Introduction

Pulmonary hypertension (PH) describes the haemodynamic state when the mean pulmonary artery pressure measured during right heart catheterisation at rest is equal to or greater than 25 mmHg .

There are five groups of PH . In group 1 PH the raised pulmonary artery pressures are due to a disorder of the pulmonary arterioles themselves: a vasculopathy termed pulmonary arterial hypertension (PAH). Idiopathic, familial, connective tissue disease (CTD)-associated and congenital heart disease-associated PH have in common this vasculopathy. In addition, there are some much rarer causes of PAH, such as Human Immunodeficiency Virus (HIV) and schistosomiasis. In groups 2, 3 and 4 PH, the raised pulmonary artery pressures are not due to any inherent disorder of the pulmonary vasculature. Rather, left heart disease, lung disease and pulmonary thromboembolism cause PH in these groups respectively. Group 5 PH is caused by miscellaneous diseases where the exact causative mechanisms are poorly understood. Sickle cell disease-associated PH is in the process of moving from group 1 to group 5 due to its multifactorial nature, with anaemia and high cardiac output being important contributors to the raised pulmonary artery pressures.

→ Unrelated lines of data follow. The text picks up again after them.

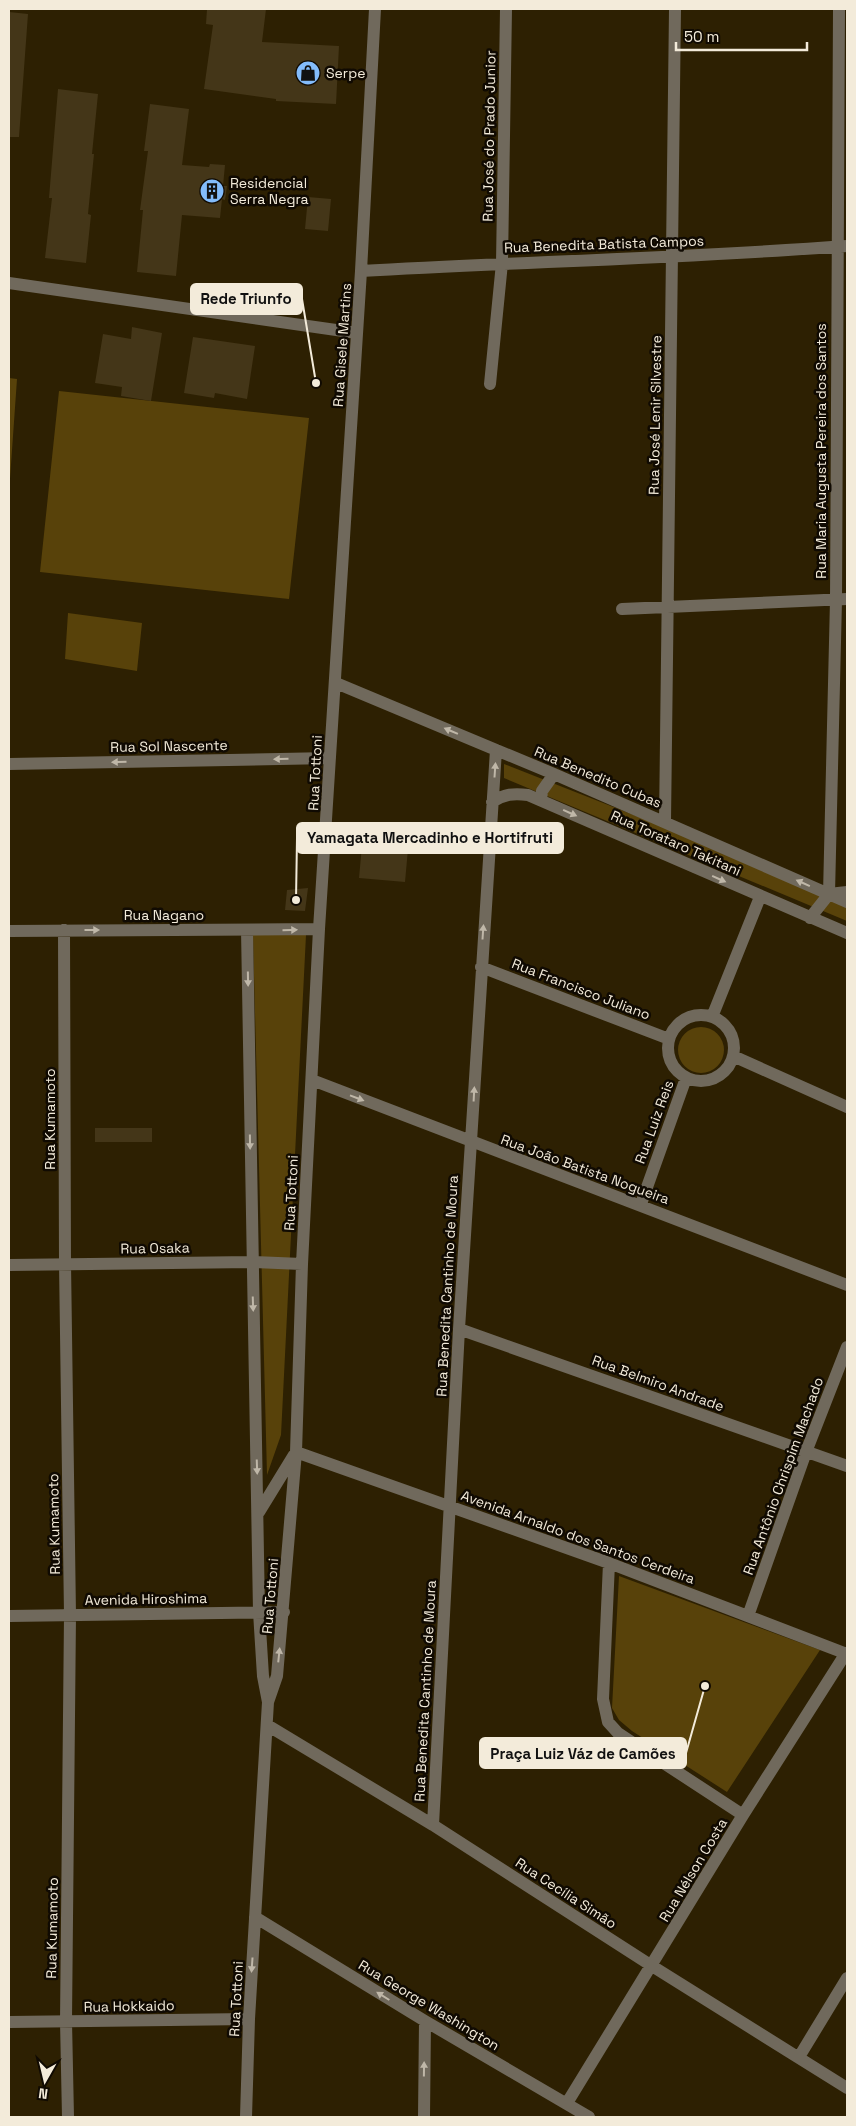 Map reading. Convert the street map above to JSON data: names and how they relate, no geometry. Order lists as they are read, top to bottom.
{
  "streets": {
    "street": [
      "Rua José do Prado Junior",
      "Rua Benedita Batista Campos",
      "Rua Gisele Martins",
      "Rua José Lenir Silvestre",
      "Rua Maria Augusta Pereira dos Santos",
      "Rua Sol Nascente",
      "Rua Tottoni",
      "Rua Benedito Cubas",
      "Rua Torataro Takitani",
      "Rua Nagano",
      "Rua Francisco Juliano",
      "Rua Kumamoto",
      "Rua Luiz Reis",
      "Rua João Batista Nogueira",
      "Rua Osaka",
      "Rua Benedita Cantinho de Moura",
      "Rua Belmiro Andrade",
      "Rua Antônio Chrispim Machado",
      "Avenida Arnaldo dos Santos Cerdeira",
      "Avenida Hiroshima",
      "Rua Nélson Costa",
      "Rua Cecília Simão",
      "Rua George Washington",
      "Rua Hokkaido"
    ]
  },
  "crossings": [
    ["Rua José do Prado Junior", "Rua Benedita Batista Campos"],
    ["Rua Benedita Batista Campos", "Rua Gisele Martins"],
    ["Rua Benedita Batista Campos", "Rua José Lenir Silvestre"],
    ["Rua Benedita Batista Campos", "Rua Maria Augusta Pereira dos Santos"],
    ["Rua Gisele Martins", "Rua Tottoni"],
    ["Rua Gisele Martins", "Rua Benedito Cubas"],
    ["Rua José Lenir Silvestre", "Rua Benedito Cubas"],
    ["Rua Maria Augusta Pereira dos Santos", "Rua Benedito Cubas"],
    ["Rua Sol Nascente", "Rua Tottoni"],
    ["Rua Tottoni", "Rua Benedito Cubas"],
    ["Rua Tottoni", "Rua Nagano"],
    ["Rua Tottoni", "Rua João Batista Nogueira"],
    ["Rua Tottoni", "Rua Osaka"],
    ["Rua Tottoni", "Avenida Arnaldo dos Santos Cerdeira"],
    ["Rua Tottoni", "Avenida Hiroshima"],
    ["Rua Tottoni", "Rua Cecília Simão"],
    ["Rua Tottoni", "Rua George Washington"],
    ["Rua Tottoni", "Rua Hokkaido"],
    ["Rua Benedito Cubas", "Rua Benedita Cantinho de Moura"],
    ["Rua Torataro Takitani", "Rua Benedita Cantinho de Moura"],
    ["Rua Nagano", "Rua Kumamoto"],
    ["Rua Francisco Juliano", "Rua Luiz Reis"],
    ["Rua Francisco Juliano", "Rua Benedita Cantinho de Moura"],
    ["Rua Kumamoto", "Rua Osaka"],
    ["Rua Kumamoto", "Avenida Hiroshima"],
    ["Rua Kumamoto", "Rua Hokkaido"],
    ["Rua Luiz Reis", "Rua João Batista Nogueira"],
    ["Rua João Batista Nogueira", "Rua Benedita Cantinho de Moura"],
    ["Rua Benedita Cantinho de Moura", "Rua Belmiro Andrade"],
    ["Rua Benedita Cantinho de Moura", "Avenida Arnaldo dos Santos Cerdeira"],
    ["Rua Benedita Cantinho de Moura", "Rua Cecília Simão"],
    ["Rua Belmiro Andrade", "Rua Antônio Chrispim Machado"],
    ["Rua Antônio Chrispim Machado", "Avenida Arnaldo dos Santos Cerdeira"],
    ["Avenida Arnaldo dos Santos Cerdeira", "Rua Nélson Costa"],
    ["Rua Nélson Costa", "Rua Cecília Simão"],
    ["Rua Nélson Costa", "Rua George Washington"]
  ],
  "one_way": [
    "Rua Sol Nascente",
    "Rua Benedito Cubas",
    "Rua Torataro Takitani",
    "Rua Nagano",
    "Rua Benedita Cantinho de Moura",
    "Rua George Washington"
  ],
  "places": {
    "shop": ["Serpe"],
    "building": ["Residencial Serra Negra"],
    "other": ["Rede Triunfo", "Yamagata Mercadinho e Hortifruti", "Praça Luiz Váz de Camões"]
  },
  "scale_bar": "50 m",
  "north": "bottom"
}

PAH is largely due to three causes of roughly equivalent prevalence: idiopathic and familial disease, congenital heart disease and CTD. Of the CTDs, systemic sclerosis (SSc) is responsible for about 75% of cases and scleroderma-spectrum diseases including undifferentiated CTD and mixed CTD (MCTD) make up about a further 10%. Systemic lupus erythematosus (SLE) accounts for no more than about 10% of cases, but these rare patients are fascinating and – as we shall see – do seem to be clinically distinct from patients with SSc-associated PAH (SSc-PAH).